(Stored data entries)
· · · · · · ·

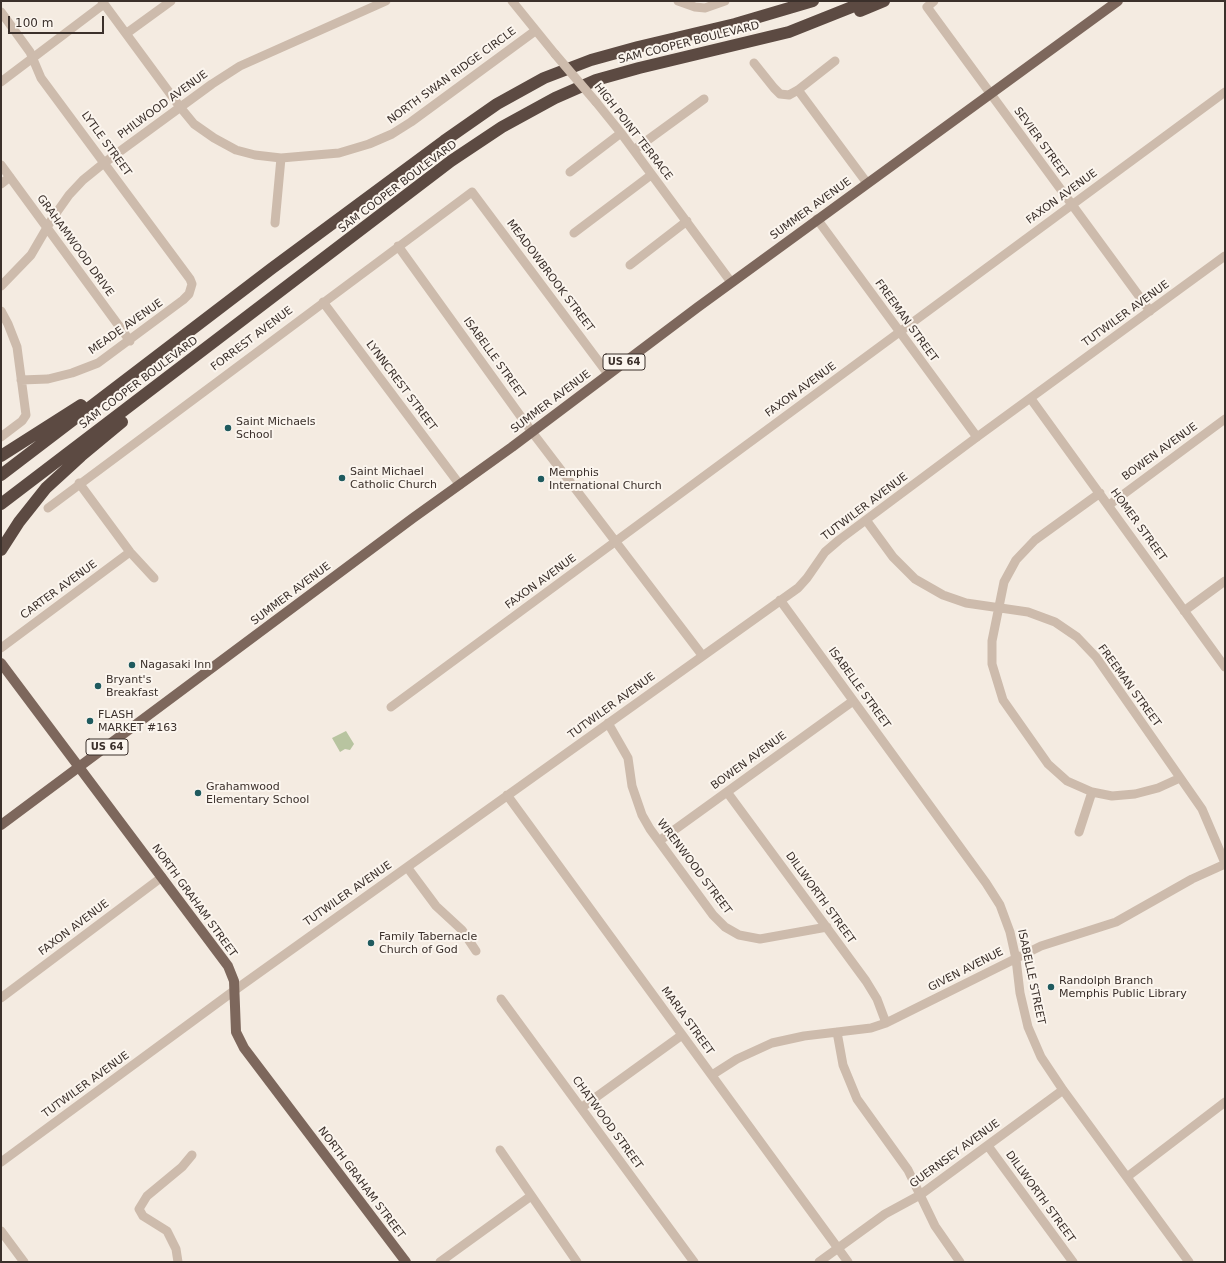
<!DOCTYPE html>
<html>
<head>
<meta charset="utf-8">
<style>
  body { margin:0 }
  #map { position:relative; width:1226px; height:1263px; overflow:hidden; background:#f4ebe1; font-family:"DejaVu Sans",sans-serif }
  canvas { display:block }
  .frame { position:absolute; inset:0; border:2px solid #3b302b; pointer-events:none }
  .scale { position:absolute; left:8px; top:16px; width:96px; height:18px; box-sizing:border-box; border:2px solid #3b302b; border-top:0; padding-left:5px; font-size:12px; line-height:14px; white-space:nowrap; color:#3b302b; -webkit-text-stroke:3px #fbf5ee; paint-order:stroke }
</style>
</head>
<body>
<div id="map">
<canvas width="1226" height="1263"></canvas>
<div class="frame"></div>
<div class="scale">100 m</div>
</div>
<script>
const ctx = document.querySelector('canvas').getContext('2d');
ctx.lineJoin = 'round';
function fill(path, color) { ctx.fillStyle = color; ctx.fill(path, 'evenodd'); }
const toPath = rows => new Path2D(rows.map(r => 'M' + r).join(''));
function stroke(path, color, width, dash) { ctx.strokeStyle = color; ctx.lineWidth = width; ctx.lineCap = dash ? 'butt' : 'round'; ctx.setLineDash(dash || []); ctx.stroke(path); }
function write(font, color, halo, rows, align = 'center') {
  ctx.font = font + ' "DejaVu Sans",sans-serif'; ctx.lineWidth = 4; ctx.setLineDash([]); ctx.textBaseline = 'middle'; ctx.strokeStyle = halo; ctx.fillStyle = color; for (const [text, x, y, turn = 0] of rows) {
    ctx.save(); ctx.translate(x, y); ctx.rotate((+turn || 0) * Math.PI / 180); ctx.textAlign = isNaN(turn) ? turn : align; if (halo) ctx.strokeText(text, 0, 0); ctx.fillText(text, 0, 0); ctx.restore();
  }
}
fill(toPath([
  [346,731,354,744,350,750,345,749,340,752,332,738]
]), '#b8c4a0');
stroke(toPath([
  [102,1,180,107,194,124,214,138,236,150,255,155,281,158,339,153,369,144,392,134,411,122,535,31],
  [512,1,555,54],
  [678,1,695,7,705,8,725,1],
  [934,1,927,7,1150,311],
  [1,12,30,52,41,78,190,279,192,284,189,294,183,300,98,363,72,373,48,379,21,380],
  [127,33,171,1],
  [754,63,774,88,780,94,789,95,798,90,835,61],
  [1,82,104,4],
  [798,90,867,183],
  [596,102,621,133,731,282],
  [634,150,704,99],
  [1,165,130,341],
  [570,172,621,133],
  [1,184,10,177],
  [817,219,977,437],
  [275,223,281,158],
  [574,233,651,175],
  [398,246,532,432,702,655],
  [630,265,687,221],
  [1,286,31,255,52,219,69,195,83,180,104,163,212,84,240,66,386,1],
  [323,302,460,485],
  [1,311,8,324,17,347,26,415,22,421,1,437],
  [1031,399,1225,667],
  [79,483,130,552,154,578],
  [1100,493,1035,540,1016,560,1004,582,992,641,992,664,1003,700,1048,764,1067,781,1092,792,1112,796,1135,794,1158,788,1180,778],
  [1109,505,1225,419],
  [48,508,472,192,608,374],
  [866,520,893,557,915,579,943,595,966,603,1028,612,1055,622,1077,637,1096,657,1202,809,1225,863],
  [780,600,986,883,1000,905,1010,932,1016,959,1020,993,1028,1027,1041,1057,1063,1090,1189,1262],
  [1184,611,1225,581],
  [1,648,130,552],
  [391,707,1225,92],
  [608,723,628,758,632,786,642,815,650,829,713,915,725,927,739,935,760,939,827,927],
  [727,792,866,981,877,999,886,1023],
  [507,795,848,1262],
  [1079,832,1092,792],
  [659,841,853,701],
  [407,867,436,906,462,930,476,951],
  [1,998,162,877],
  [501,999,694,1262],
  [837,1032,843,1065,857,1099,908,1170,935,1226,960,1262],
  [712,1075,737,1059,772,1043,804,1036,871,1028,886,1023,1041,946,1116,922,1192,879,1225,864],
  [581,1108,682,1035],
  [988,1146,1073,1262],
  [500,1150,577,1262],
  [1,1162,235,990,798,588,807,578,825,552,839,540,977,437,1225,256],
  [1127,1177,1225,1102],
  [1,1231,24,1262],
  [178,1262,176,1249,167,1231,143,1216,139,1209,147,1196,182,1167,192,1155],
  [440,1262,531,1196],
  [819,1262,885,1214,920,1195,1063,1090]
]), '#cdbbac', 9);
stroke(toPath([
  [1,663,228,966,234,981,236,1032,244,1048,406,1262],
  [1,825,413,518,512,447,698,307,1118,1]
]), '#7d675c', 10);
stroke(toPath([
  [860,11,884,1],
  [1,456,81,405],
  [1,475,271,269,444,141,497,104,544,78,591,60,638,47,735,24,813,1],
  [1,504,451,161,502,127,555,98,596,80,639,68,789,32,867,1],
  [1,550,19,522,46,488,81,456,122,422]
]), '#5c4a42', 12);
stroke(toPath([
  [555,54,596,102]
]), '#cdbbac', 9);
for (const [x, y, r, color] of [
  [228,428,4,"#1f5a5e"],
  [342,478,4,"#1f5a5e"],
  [541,479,4,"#1f5a5e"],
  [132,665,4,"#1f5a5e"],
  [98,686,4,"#1f5a5e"],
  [90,721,4,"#1f5a5e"],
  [198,793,4,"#1f5a5e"],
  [371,943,4,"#1f5a5e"],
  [1051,987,4,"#1f5a5e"]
]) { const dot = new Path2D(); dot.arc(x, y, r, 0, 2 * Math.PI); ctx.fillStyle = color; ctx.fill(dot); stroke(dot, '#fbf5ee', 1.5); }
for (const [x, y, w] of [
  [624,362,42],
  [107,747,42]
]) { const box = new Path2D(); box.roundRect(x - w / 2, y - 8, w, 16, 3); ctx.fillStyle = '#fbf5ee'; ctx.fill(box); stroke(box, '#3b302b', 1); }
write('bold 10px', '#3b302b', null, [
  ["US 64",624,362],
  ["US 64",107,747]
]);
write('11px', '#3b302b', '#fbf5ee', [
  ["SAM COOPER BOULEVARD",689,43,-14],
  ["NORTH SWAN RIDGE CIRCLE",452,76,-36],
  ["PHILWOOD AVENUE",163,105,-36],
  ["HIGH POINT TERRACE",633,132,52],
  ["SEVIER STREET",1041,143,54],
  ["LYTLE STREET",106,144,54],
  ["SAM COOPER BOULEVARD",398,187,-37],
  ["FAXON AVENUE",1062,197,-36],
  ["SUMMER AVENUE",811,209,-36],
  ["GRAHAMWOOD DRIVE",75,246,54],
  ["MEADOWBROOK STREET",550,276,53],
  ["TUTWILER AVENUE",1126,314,-36],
  ["FREEMAN STREET",906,321,54],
  ["MEADE AVENUE",126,327,-35],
  ["FORREST AVENUE",252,339,-37],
  ["ISABELLE STREET",494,358,54],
  ["SAM COOPER BOULEVARD",139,383,-37],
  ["LYNNCREST STREET",401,386,53],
  ["FAXON AVENUE",801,390,-36],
  ["SUMMER AVENUE",551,402,-37],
  ["BOWEN AVENUE",1160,452,-36],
  ["TUTWILER AVENUE",865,507,-37],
  ["HOMER STREET",1138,525,54],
  ["FAXON AVENUE",541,582,-36],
  ["CARTER AVENUE",59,590,-36],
  ["SUMMER AVENUE",291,594,-37],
  ["FREEMAN STREET",1129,686,54],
  ["ISABELLE STREET",859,688,54],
  ["TUTWILER AVENUE",612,706,-36],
  ["BOWEN AVENUE",749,761,-36],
  ["WRENWOOD STREET",694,867,53],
  ["TUTWILER AVENUE",348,894,-35],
  ["DILLWORTH STREET",820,898,54],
  ["NORTH GRAHAM STREET",194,901,54],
  ["FAXON AVENUE",74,928,-37],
  ["GIVEN AVENUE",966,970,-27],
  ["ISABELLE STREET",1031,977,78],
  ["MARIA STREET",687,1021,54],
  ["TUTWILER AVENUE",86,1085,-36],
  ["CHATWOOD STREET",607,1123,54],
  ["GUERNSEY AVENUE",955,1154,-36],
  ["NORTH GRAHAM STREET",361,1183,53],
  ["DILLWORTH STREET",1040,1197,54]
]);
write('11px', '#3b302b', '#fbf5ee', [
  ["Saint Michaels",236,422],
  ["School",236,435],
  ["Saint Michael",350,472],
  ["Catholic Church",350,485],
  ["Memphis",549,473],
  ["International Church",549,486],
  ["Nagasaki Inn",140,665],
  ["Bryant's",106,680],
  ["Breakfast",106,693],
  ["FLASH",98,715],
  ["MARKET #163",98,728],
  ["Grahamwood",206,787],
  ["Elementary School",206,800],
  ["Family Tabernacle",379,937],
  ["Church of God",379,950],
  ["Randolph Branch",1059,981],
  ["Memphis Public Library",1059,994]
], 'left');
</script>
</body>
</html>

· · · · · · ·

### [WHAT YOU NEED TO DO]
Among the lines above, find the ones containing "turn" and copy them.

### [SOLUTION]
  ctx.font = font + ' "DejaVu Sans",sans-serif'; ctx.lineWidth = 4; ctx.setLineDash([]); ctx.textBaseline = 'middle'; ctx.strokeStyle = halo; ctx.fillStyle = color; for (const [text, x, y, turn = 0] of rows) {
    ctx.save(); ctx.translate(x, y); ctx.rotate((+turn || 0) * Math.PI / 180); ctx.textAlign = isNaN(turn) ? turn : align; if (halo) ctx.strokeText(text, 0, 0); ctx.fillText(text, 0, 0); ctx.restore();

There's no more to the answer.